▸ WORK TO COMPLETE:
Below are some entries. Copy each line that holds the string "absolute".

Records from a data source
+++

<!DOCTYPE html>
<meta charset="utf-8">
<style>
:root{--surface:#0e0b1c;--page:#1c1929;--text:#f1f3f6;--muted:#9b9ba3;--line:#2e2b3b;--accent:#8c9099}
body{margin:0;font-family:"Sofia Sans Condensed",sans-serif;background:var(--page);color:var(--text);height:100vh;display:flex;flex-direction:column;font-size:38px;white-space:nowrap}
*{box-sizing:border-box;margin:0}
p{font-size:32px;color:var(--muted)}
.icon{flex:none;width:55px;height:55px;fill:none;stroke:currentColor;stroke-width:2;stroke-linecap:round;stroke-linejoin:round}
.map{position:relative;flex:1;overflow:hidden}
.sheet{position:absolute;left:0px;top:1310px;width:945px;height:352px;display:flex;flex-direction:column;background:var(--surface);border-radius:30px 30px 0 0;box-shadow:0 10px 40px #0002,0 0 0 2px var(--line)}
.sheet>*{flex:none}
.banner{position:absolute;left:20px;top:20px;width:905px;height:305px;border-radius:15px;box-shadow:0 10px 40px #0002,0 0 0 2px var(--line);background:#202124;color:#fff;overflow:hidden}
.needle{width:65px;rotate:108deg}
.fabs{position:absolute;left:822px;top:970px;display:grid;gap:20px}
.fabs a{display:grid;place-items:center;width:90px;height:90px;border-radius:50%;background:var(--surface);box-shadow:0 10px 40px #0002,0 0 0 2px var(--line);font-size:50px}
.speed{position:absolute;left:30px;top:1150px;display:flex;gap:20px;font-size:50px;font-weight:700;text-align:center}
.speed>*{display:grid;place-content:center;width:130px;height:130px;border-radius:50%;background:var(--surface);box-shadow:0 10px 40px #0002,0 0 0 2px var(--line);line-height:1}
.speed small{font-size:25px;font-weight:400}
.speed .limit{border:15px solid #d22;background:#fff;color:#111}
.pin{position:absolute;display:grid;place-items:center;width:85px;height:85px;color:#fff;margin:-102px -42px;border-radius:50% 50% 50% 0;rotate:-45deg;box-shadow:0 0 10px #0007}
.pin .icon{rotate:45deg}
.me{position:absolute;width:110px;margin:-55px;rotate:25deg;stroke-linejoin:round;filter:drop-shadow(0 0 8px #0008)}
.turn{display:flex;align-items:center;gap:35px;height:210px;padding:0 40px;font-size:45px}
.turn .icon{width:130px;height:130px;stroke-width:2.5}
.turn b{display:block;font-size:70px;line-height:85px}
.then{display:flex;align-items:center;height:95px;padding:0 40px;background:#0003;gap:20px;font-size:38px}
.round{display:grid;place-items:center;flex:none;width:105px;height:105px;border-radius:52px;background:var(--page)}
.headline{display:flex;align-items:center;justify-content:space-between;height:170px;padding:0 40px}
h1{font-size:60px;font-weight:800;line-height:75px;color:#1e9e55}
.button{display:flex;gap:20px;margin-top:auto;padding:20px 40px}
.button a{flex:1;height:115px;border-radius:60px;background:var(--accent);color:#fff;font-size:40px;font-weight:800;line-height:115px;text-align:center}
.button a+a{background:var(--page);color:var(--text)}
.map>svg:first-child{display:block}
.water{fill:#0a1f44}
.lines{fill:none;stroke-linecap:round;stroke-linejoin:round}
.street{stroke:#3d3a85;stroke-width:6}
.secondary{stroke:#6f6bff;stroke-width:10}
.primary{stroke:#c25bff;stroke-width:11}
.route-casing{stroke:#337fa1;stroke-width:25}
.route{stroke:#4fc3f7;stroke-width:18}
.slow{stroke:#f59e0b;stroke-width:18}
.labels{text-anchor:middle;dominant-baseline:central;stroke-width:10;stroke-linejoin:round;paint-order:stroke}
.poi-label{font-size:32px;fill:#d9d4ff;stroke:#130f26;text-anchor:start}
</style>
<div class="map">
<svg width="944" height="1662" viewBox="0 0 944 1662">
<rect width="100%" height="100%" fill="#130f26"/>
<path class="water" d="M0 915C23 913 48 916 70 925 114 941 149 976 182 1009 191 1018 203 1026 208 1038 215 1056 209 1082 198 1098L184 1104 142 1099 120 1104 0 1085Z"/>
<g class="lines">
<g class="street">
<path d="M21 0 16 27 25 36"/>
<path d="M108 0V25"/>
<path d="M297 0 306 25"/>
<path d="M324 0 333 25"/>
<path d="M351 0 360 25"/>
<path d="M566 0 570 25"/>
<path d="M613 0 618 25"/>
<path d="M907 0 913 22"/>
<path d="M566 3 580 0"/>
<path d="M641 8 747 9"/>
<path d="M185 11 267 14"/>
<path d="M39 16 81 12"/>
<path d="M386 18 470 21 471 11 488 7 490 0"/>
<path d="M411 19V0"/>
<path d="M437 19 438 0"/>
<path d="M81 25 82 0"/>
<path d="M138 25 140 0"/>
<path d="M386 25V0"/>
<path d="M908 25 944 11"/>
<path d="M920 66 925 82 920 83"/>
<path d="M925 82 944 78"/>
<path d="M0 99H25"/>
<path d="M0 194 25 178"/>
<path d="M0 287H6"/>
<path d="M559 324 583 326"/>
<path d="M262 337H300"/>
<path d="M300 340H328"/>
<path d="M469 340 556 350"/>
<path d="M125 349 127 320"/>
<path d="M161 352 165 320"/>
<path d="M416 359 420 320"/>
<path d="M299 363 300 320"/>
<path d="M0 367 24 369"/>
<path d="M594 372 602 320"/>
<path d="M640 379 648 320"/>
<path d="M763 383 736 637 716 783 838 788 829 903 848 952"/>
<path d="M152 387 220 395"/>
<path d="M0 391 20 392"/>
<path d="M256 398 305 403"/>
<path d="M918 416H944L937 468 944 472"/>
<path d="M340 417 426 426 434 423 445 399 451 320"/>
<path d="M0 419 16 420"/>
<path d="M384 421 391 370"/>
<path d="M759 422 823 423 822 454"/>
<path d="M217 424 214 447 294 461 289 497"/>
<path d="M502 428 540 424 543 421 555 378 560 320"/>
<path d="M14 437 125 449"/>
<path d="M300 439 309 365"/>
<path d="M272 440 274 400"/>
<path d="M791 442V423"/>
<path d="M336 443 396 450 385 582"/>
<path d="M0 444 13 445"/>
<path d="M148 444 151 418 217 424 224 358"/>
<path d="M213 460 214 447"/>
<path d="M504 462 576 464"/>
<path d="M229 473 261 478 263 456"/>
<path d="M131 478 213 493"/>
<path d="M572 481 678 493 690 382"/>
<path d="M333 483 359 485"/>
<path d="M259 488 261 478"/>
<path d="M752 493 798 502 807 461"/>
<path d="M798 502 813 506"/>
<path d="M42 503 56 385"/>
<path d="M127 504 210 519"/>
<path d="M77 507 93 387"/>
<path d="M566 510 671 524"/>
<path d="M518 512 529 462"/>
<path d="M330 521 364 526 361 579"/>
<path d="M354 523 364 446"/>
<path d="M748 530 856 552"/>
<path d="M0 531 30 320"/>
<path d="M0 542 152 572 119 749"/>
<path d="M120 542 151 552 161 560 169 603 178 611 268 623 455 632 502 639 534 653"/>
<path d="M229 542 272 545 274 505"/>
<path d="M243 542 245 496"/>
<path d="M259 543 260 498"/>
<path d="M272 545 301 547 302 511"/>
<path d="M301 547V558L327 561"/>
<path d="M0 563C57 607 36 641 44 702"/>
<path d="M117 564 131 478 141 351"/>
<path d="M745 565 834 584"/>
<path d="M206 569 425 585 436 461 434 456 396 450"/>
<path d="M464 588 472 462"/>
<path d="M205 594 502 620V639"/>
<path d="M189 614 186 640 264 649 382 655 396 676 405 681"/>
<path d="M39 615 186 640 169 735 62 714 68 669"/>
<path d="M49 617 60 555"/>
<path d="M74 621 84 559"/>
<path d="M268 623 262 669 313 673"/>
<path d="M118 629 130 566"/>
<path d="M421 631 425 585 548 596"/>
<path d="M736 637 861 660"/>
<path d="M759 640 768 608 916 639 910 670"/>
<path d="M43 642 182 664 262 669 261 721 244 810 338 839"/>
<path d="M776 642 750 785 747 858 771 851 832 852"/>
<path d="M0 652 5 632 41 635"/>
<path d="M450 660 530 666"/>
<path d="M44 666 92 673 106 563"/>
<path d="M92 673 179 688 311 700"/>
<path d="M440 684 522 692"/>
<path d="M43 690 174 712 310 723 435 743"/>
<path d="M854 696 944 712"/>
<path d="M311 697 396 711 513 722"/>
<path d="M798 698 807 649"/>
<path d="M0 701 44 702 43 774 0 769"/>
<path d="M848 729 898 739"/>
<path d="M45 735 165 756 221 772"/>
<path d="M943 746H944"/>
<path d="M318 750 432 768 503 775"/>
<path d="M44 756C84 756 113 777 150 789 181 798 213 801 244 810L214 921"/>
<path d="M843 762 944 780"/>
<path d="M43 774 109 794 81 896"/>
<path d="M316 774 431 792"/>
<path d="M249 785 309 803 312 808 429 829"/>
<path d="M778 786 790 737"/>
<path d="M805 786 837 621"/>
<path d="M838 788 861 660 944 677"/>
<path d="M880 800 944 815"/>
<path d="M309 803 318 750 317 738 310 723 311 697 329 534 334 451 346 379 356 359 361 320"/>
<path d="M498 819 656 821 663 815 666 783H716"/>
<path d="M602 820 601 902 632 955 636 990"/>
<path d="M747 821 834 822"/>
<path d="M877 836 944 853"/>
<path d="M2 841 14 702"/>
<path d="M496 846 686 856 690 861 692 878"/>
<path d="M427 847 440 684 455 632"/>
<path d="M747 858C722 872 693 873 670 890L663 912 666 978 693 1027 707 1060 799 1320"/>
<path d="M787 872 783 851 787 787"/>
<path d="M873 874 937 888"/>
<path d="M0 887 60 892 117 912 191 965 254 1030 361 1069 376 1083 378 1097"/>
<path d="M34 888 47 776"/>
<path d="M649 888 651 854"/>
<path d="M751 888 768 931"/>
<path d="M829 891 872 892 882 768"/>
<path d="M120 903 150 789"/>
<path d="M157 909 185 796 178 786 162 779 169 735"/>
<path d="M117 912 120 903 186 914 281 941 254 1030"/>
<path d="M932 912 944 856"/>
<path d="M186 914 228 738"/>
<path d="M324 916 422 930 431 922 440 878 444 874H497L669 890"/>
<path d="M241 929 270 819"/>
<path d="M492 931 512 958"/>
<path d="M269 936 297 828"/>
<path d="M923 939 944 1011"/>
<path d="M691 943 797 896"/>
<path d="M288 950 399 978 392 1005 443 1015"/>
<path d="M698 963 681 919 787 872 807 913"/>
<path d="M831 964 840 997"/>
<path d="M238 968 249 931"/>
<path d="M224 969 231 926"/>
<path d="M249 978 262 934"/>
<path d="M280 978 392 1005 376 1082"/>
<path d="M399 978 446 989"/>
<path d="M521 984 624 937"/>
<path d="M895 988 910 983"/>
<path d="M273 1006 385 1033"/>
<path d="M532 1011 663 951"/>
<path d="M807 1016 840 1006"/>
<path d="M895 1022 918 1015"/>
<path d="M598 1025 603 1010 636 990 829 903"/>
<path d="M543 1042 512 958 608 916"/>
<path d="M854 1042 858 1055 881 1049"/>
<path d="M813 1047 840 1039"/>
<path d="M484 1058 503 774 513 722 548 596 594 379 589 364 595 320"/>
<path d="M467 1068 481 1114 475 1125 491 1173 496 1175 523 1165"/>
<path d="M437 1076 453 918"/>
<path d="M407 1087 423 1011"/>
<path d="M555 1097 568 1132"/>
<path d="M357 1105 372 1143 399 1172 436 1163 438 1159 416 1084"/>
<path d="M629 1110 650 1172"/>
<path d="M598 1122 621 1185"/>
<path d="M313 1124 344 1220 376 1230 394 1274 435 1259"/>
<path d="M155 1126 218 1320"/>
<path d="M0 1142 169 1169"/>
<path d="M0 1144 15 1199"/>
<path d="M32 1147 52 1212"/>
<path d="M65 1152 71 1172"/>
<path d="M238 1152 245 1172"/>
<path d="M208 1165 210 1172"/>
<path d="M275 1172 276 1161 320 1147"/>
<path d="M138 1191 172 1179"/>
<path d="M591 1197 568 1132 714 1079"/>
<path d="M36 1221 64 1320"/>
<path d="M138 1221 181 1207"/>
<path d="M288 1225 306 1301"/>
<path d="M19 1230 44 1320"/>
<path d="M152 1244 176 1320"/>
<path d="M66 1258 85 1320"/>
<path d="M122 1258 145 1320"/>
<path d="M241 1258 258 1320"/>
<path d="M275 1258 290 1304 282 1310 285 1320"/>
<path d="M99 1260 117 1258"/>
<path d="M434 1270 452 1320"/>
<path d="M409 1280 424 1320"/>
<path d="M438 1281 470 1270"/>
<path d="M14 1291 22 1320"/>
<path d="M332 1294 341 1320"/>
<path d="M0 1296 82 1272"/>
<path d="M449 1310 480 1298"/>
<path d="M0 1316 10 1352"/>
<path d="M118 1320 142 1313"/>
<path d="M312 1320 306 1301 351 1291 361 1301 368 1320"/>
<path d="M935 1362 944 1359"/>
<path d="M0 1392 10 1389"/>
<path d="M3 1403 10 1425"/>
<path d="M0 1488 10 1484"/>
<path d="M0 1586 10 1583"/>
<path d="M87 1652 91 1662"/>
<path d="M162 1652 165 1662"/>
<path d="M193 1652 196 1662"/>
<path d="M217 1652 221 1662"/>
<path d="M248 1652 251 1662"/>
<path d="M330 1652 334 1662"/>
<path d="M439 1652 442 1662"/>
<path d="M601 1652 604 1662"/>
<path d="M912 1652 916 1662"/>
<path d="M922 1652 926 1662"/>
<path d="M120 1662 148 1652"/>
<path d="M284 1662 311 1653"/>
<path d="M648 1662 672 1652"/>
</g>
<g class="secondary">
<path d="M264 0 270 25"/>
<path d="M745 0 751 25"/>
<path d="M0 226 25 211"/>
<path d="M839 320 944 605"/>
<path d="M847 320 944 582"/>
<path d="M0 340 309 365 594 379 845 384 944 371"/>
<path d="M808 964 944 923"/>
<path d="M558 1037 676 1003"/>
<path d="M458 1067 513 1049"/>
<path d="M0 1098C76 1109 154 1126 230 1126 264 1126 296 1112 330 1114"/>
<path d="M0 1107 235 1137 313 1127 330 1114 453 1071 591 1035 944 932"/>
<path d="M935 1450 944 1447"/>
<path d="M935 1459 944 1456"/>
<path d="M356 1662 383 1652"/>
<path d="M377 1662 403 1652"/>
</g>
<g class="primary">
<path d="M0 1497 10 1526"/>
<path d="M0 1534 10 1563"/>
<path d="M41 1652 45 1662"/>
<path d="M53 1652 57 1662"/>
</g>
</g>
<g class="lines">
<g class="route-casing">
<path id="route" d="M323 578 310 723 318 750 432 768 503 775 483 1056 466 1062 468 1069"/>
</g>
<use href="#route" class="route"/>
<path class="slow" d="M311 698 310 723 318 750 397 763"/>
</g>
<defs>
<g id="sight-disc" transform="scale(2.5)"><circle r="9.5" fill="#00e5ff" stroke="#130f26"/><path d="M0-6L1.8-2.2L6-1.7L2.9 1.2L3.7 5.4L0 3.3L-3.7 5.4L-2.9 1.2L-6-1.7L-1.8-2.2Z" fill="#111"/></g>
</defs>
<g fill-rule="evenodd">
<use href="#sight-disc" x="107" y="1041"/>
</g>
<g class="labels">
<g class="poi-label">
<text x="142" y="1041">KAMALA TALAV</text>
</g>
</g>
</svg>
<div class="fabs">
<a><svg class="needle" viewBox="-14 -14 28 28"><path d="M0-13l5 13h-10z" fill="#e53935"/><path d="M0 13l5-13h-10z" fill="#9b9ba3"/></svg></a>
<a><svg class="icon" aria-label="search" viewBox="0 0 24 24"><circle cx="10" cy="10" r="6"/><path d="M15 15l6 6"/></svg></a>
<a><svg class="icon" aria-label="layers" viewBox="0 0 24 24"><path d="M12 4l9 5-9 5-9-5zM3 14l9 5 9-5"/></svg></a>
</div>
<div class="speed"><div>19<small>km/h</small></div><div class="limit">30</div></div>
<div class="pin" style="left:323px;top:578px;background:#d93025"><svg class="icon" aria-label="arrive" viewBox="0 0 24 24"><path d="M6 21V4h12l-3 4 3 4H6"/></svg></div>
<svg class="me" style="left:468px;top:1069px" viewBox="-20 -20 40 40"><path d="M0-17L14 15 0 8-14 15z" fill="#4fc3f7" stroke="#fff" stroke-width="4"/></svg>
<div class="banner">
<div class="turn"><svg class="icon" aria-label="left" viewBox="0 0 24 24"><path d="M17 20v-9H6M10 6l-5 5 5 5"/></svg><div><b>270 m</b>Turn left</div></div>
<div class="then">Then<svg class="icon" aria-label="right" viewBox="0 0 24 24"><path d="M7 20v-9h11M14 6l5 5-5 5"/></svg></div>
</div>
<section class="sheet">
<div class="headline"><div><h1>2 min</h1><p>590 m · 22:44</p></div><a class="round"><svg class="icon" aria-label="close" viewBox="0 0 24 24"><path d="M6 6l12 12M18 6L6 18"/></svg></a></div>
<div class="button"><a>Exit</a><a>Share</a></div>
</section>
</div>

+++

▸ OUTPUT:
.sheet{position:absolute;left:0px;top:1310px;width:945px;height:352px;display:flex;flex-direction:column;background:var(--surface);border-radius:30px 30px 0 0;box-shadow:0 10px 40px #0002,0 0 0 2px var(--line)}
.banner{position:absolute;left:20px;top:20px;width:905px;height:305px;border-radius:15px;box-shadow:0 10px 40px #0002,0 0 0 2px var(--line);background:#202124;color:#fff;overflow:hidden}
.fabs{position:absolute;left:822px;top:970px;display:grid;gap:20px}
.speed{position:absolute;left:30px;top:1150px;display:flex;gap:20px;font-size:50px;font-weight:700;text-align:center}
.pin{position:absolute;display:grid;place-items:center;width:85px;height:85px;color:#fff;margin:-102px -42px;border-radius:50% 50% 50% 0;rotate:-45deg;box-shadow:0 0 10px #0007}
.me{position:absolute;width:110px;margin:-55px;rotate:25deg;stroke-linejoin:round;filter:drop-shadow(0 0 8px #0008)}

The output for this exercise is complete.